● ACTIVITY:
Please output the entries below exactly as they are.

● Collected data:
--

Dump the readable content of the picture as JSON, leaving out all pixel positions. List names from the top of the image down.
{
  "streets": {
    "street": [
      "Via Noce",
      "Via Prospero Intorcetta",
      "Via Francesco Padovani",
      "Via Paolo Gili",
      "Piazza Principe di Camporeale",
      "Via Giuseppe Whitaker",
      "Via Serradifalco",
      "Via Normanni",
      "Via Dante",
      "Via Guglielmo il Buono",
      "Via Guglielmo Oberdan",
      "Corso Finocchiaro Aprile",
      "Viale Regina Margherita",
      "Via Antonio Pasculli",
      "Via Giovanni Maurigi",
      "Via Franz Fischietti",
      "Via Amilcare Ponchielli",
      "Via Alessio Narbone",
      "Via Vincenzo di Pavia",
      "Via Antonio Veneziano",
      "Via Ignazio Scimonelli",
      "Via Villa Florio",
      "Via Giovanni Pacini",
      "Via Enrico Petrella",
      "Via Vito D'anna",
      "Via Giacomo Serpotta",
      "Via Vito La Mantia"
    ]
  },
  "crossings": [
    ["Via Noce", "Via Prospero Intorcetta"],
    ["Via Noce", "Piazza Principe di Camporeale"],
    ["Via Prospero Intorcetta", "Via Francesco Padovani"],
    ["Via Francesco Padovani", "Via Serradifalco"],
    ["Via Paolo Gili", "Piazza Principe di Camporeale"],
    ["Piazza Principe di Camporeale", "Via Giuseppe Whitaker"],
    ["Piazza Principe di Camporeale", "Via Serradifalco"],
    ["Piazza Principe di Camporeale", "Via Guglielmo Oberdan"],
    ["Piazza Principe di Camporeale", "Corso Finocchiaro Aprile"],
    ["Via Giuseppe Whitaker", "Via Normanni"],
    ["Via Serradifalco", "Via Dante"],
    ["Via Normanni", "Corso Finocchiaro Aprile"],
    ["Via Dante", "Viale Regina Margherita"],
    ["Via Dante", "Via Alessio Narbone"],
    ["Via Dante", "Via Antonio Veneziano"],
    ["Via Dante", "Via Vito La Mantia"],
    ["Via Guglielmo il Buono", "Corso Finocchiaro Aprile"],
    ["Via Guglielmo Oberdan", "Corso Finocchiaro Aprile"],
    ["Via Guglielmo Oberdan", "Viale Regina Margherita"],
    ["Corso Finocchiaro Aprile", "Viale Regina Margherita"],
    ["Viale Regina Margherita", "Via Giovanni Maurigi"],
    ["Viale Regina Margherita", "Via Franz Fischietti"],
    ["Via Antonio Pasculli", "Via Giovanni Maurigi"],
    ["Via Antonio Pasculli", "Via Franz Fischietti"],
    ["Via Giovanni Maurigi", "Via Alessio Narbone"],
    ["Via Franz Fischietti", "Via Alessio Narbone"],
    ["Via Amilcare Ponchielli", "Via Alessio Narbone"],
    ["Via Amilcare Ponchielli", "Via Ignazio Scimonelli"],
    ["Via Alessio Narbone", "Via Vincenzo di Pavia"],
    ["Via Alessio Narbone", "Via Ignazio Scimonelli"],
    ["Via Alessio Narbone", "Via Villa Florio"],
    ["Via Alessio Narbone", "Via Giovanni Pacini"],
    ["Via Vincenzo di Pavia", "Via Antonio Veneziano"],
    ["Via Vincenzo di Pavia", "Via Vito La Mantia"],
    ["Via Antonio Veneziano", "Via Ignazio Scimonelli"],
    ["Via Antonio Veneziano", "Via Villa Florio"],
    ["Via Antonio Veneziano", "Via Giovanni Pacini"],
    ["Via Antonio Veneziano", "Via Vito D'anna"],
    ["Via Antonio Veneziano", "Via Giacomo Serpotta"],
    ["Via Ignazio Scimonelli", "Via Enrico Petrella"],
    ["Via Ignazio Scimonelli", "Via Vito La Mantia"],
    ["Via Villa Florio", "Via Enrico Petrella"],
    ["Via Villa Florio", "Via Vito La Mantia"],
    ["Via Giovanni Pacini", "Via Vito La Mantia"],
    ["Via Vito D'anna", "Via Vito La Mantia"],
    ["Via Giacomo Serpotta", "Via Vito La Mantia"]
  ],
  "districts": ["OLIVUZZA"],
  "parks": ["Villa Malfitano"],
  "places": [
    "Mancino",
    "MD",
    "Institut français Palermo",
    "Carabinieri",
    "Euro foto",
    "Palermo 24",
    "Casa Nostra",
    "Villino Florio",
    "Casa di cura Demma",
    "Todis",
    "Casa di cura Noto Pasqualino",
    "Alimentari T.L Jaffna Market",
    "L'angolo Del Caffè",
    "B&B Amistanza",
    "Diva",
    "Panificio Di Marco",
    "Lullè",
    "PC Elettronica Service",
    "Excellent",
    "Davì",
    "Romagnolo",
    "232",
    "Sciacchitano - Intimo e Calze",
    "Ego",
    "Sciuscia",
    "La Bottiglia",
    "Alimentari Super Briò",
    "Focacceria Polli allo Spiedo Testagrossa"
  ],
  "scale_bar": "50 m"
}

--

● EXERCISE OUTPUT:
Dump the readable content of the picture as JSON, leaving out all pixel positions. List names from the top of the image down.
{
  "streets": {
    "street": [
      "Via Noce",
      "Via Prospero Intorcetta",
      "Via Francesco Padovani",
      "Via Paolo Gili",
      "Piazza Principe di Camporeale",
      "Via Giuseppe Whitaker",
      "Via Serradifalco",
      "Via Normanni",
      "Via Dante",
      "Via Guglielmo il Buono",
      "Via Guglielmo Oberdan",
      "Corso Finocchiaro Aprile",
      "Viale Regina Margherita",
      "Via Antonio Pasculli",
      "Via Giovanni Maurigi",
      "Via Franz Fischietti",
      "Via Amilcare Ponchielli",
      "Via Alessio Narbone",
      "Via Vincenzo di Pavia",
      "Via Antonio Veneziano",
      "Via Ignazio Scimonelli",
      "Via Villa Florio",
      "Via Giovanni Pacini",
      "Via Enrico Petrella",
      "Via Vito D'anna",
      "Via Giacomo Serpotta",
      "Via Vito La Mantia"
    ]
  },
  "crossings": [
    ["Via Noce", "Via Prospero Intorcetta"],
    ["Via Noce", "Piazza Principe di Camporeale"],
    ["Via Prospero Intorcetta", "Via Francesco Padovani"],
    ["Via Francesco Padovani", "Via Serradifalco"],
    ["Via Paolo Gili", "Piazza Principe di Camporeale"],
    ["Piazza Principe di Camporeale", "Via Giuseppe Whitaker"],
    ["Piazza Principe di Camporeale", "Via Serradifalco"],
    ["Piazza Principe di Camporeale", "Via Guglielmo Oberdan"],
    ["Piazza Principe di Camporeale", "Corso Finocchiaro Aprile"],
    ["Via Giuseppe Whitaker", "Via Normanni"],
    ["Via Serradifalco", "Via Dante"],
    ["Via Normanni", "Corso Finocchiaro Aprile"],
    ["Via Dante", "Viale Regina Margherita"],
    ["Via Dante", "Via Alessio Narbone"],
    ["Via Dante", "Via Antonio Veneziano"],
    ["Via Dante", "Via Vito La Mantia"],
    ["Via Guglielmo il Buono", "Corso Finocchiaro Aprile"],
    ["Via Guglielmo Oberdan", "Corso Finocchiaro Aprile"],
    ["Via Guglielmo Oberdan", "Viale Regina Margherita"],
    ["Corso Finocchiaro Aprile", "Viale Regina Margherita"],
    ["Viale Regina Margherita", "Via Giovanni Maurigi"],
    ["Viale Regina Margherita", "Via Franz Fischietti"],
    ["Via Antonio Pasculli", "Via Giovanni Maurigi"],
    ["Via Antonio Pasculli", "Via Franz Fischietti"],
    ["Via Giovanni Maurigi", "Via Alessio Narbone"],
    ["Via Franz Fischietti", "Via Alessio Narbone"],
    ["Via Amilcare Ponchielli", "Via Alessio Narbone"],
    ["Via Amilcare Ponchielli", "Via Ignazio Scimonelli"],
    ["Via Alessio Narbone", "Via Vincenzo di Pavia"],
    ["Via Alessio Narbone", "Via Ignazio Scimonelli"],
    ["Via Alessio Narbone", "Via Villa Florio"],
    ["Via Alessio Narbone", "Via Giovanni Pacini"],
    ["Via Vincenzo di Pavia", "Via Antonio Veneziano"],
    ["Via Vincenzo di Pavia", "Via Vito La Mantia"],
    ["Via Antonio Veneziano", "Via Ignazio Scimonelli"],
    ["Via Antonio Veneziano", "Via Villa Florio"],
    ["Via Antonio Veneziano", "Via Giovanni Pacini"],
    ["Via Antonio Veneziano", "Via Vito D'anna"],
    ["Via Antonio Veneziano", "Via Giacomo Serpotta"],
    ["Via Ignazio Scimonelli", "Via Enrico Petrella"],
    ["Via Ignazio Scimonelli", "Via Vito La Mantia"],
    ["Via Villa Florio", "Via Enrico Petrella"],
    ["Via Villa Florio", "Via Vito La Mantia"],
    ["Via Giovanni Pacini", "Via Vito La Mantia"],
    ["Via Vito D'anna", "Via Vito La Mantia"],
    ["Via Giacomo Serpotta", "Via Vito La Mantia"]
  ],
  "districts": ["OLIVUZZA"],
  "parks": ["Villa Malfitano"],
  "places": [
    "Mancino",
    "MD",
    "Institut français Palermo",
    "Carabinieri",
    "Euro foto",
    "Palermo 24",
    "Casa Nostra",
    "Villino Florio",
    "Casa di cura Demma",
    "Todis",
    "Casa di cura Noto Pasqualino",
    "Alimentari T.L Jaffna Market",
    "L'angolo Del Caffè",
    "B&B Amistanza",
    "Diva",
    "Panificio Di Marco",
    "Lullè",
    "PC Elettronica Service",
    "Excellent",
    "Davì",
    "Romagnolo",
    "232",
    "Sciacchitano - Intimo e Calze",
    "Ego",
    "Sciuscia",
    "La Bottiglia",
    "Alimentari Super Briò",
    "Focacceria Polli allo Spiedo Testagrossa"
  ],
  "scale_bar": "50 m"
}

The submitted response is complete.